=== Begin Enclosure ===

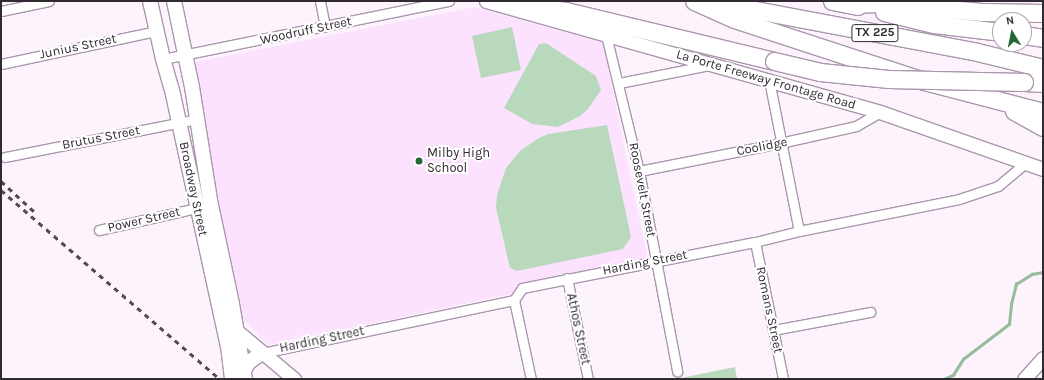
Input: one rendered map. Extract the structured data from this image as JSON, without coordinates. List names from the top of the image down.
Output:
{
  "streets": {
    "highway": ["TX 225"],
    "main road": ["La Porte Freeway Frontage Road", "Broadway Street"],
    "street": [
      "Woodruff Street",
      "Junius Street",
      "Brutus Street",
      "Coolidge",
      "Roosevelt Street",
      "Power Street",
      "Harding Street",
      "Romans Street",
      "Athos Street"
    ]
  },
  "crossings": [
    ["Woodruff Street", "Broadway Street"],
    ["Junius Street", "Broadway Street"],
    ["La Porte Freeway Frontage Road", "Coolidge"],
    ["La Porte Freeway Frontage Road", "Roosevelt Street"],
    ["La Porte Freeway Frontage Road", "Harding Street"],
    ["Brutus Street", "Broadway Street"],
    ["Coolidge", "Roosevelt Street"],
    ["Broadway Street", "Power Street"],
    ["Roosevelt Street", "Harding Street"],
    ["Harding Street", "Romans Street"],
    ["Harding Street", "Athos Street"]
  ],
  "places": ["Milby High School"],
  "north": "top"
}
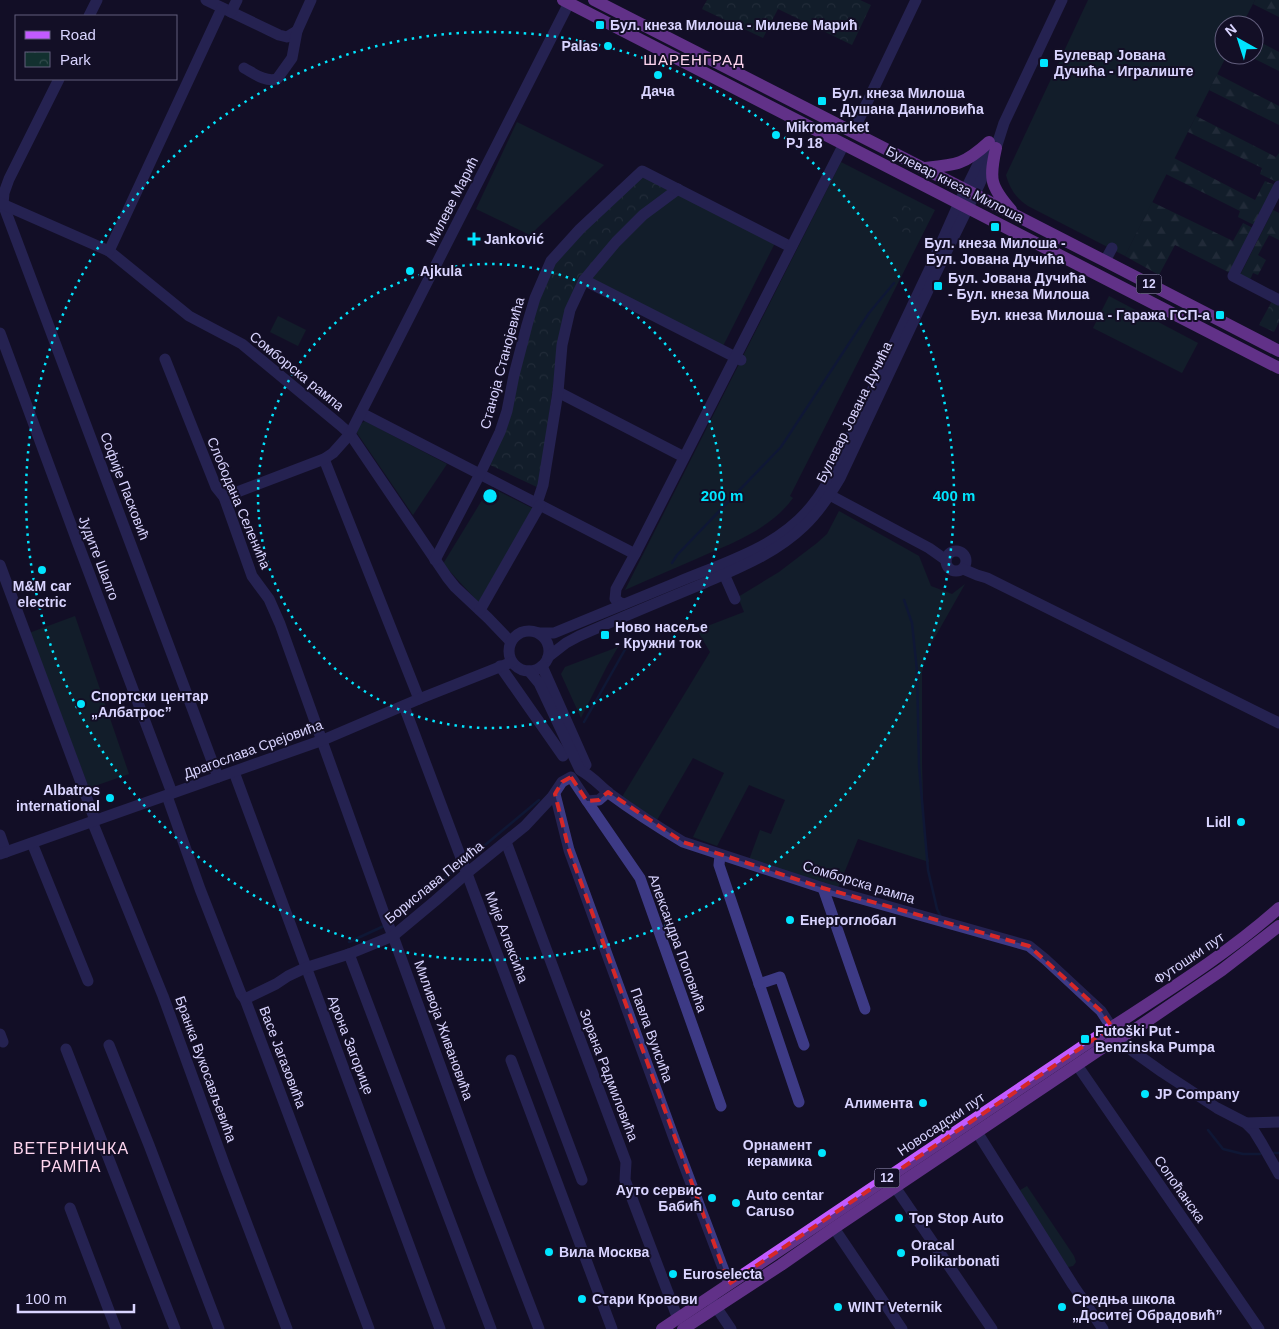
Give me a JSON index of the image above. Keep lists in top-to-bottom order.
{
  "streets": {
    "main road": [
      "Булевар кнеза Милоша",
      "12",
      "Футошки пут",
      "Новосадски пут"
    ],
    "street": [
      "Милеве Марић",
      "Станоја Станојевића",
      "Сомборска рампа",
      "Булевар Јована Дучића",
      "Софије Пасковић",
      "Слободана Селенића",
      "Јудите Шалго",
      "Драгослава Срејовића",
      "Борислава Пекића",
      "Мије Алексића",
      "Александра Поповића",
      "Миливоја Живановића",
      "Павла Вуисића",
      "Арона Загорице",
      "Васе Јагазовића",
      "Бранка Вукосављевића",
      "Зорана Радмиловића",
      "Сопоћанска"
    ]
  },
  "crossings": [
    ["Булевар кнеза Милоша", "Милеве Марић"],
    ["Булевар кнеза Милоша", "Булевар Јована Дучића"],
    ["Милеве Марић", "Сомборска рампа"],
    ["Милеве Марић", "Слободана Селенића"],
    ["Станоја Станојевића", "Сомборска рампа"],
    ["Сомборска рампа", "Булевар Јована Дучића"],
    ["Сомборска рампа", "Софије Пасковић"],
    ["Сомборска рампа", "Драгослава Срејовића"],
    ["Сомборска рампа", "Футошки пут"],
    ["Сомборска рампа", "Новосадски пут"],
    ["Булевар Јована Дучића", "Драгослава Срејовића"],
    ["Софије Пасковић", "Драгослава Срејовића"],
    ["Слободана Селенића", "Драгослава Срејовића"],
    ["Слободана Селенића", "Миливоја Живановића"],
    ["Јудите Шалго", "Драгослава Срејовића"],
    ["Јудите Шалго", "Васе Јагазовића"],
    ["Драгослава Срејовића", "Мије Алексића"],
    ["Драгослава Срејовића", "Миливоја Живановића"],
    ["Драгослава Срејовића", "Арона Загорице"],
    ["Драгослава Срејовића", "Васе Јагазовића"],
    ["Драгослава Срејовића", "Бранка Вукосављевића"],
    ["Борислава Пекића", "Мије Алексића"],
    ["Борислава Пекића", "Александра Поповића"],
    ["Борислава Пекића", "Миливоја Живановића"],
    ["Борислава Пекића", "Павла Вуисића"],
    ["Борислава Пекића", "Арона Загорице"],
    ["Борислава Пекића", "Васе Јагазовића"],
    ["Борислава Пекића", "Зорана Радмиловића"],
    ["Футошки пут", "Новосадски пут"],
    ["Павла Вуисића", "Новосадски пут"],
    ["Зорана Радмиловића", "Новосадски пут"],
    ["Новосадски пут", "Сопоћанска"]
  ],
  "districts": ["ШАРЕНГРАД", "ВЕТЕРНИЧКА РАМПА"],
  "places": {
    "transit": [
      "Бул. кнеза Милоша - Милеве Марић",
      "Булевар Јована Дучића - Игралиште",
      "Бул. кнеза Милоша - Душана Даниловића",
      "Бул. кнеза Милоша - Бул. Јована Дучића",
      "Бул. Јована Дучића - Бул. кнеза Милоша",
      "Бул. кнеза Милоша - Гаража ГСП-а",
      "Ново насеље - Кружни ток",
      "Futoški Put - Benzinska Pumpa"
    ],
    "other": [
      "Palas",
      "Дача",
      "Mikromarket PJ 18",
      "Ajkula",
      "M&M car electric",
      "Спортски центар „Албатрос”",
      "Albatros international",
      "Lidl",
      "Енергоглобал",
      "JP Company",
      "Алимента",
      "Орнамент керамика",
      "Ауто сервис Бабић",
      "Auto centar Caruso",
      "Top Stop Auto",
      "Вила Москва",
      "Oracal Polikarbonati",
      "Euroselecta",
      "Стари Кровови",
      "WINT Veternik",
      "Средња школа „Доситеј Обрадовић”"
    ],
    "health": ["Janković"]
  },
  "legend": ["Road", "Park"],
  "scale_bar": "100 m",
  "north": "top left",
  "rings": ["200 m", "400 m"]
}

=== End Enclosure ===

**TASK TO CARRY OUT**
Say how many lines of the material hold the string "Поповића", giving the number alone.

**EXERCISE RESPONSE**
2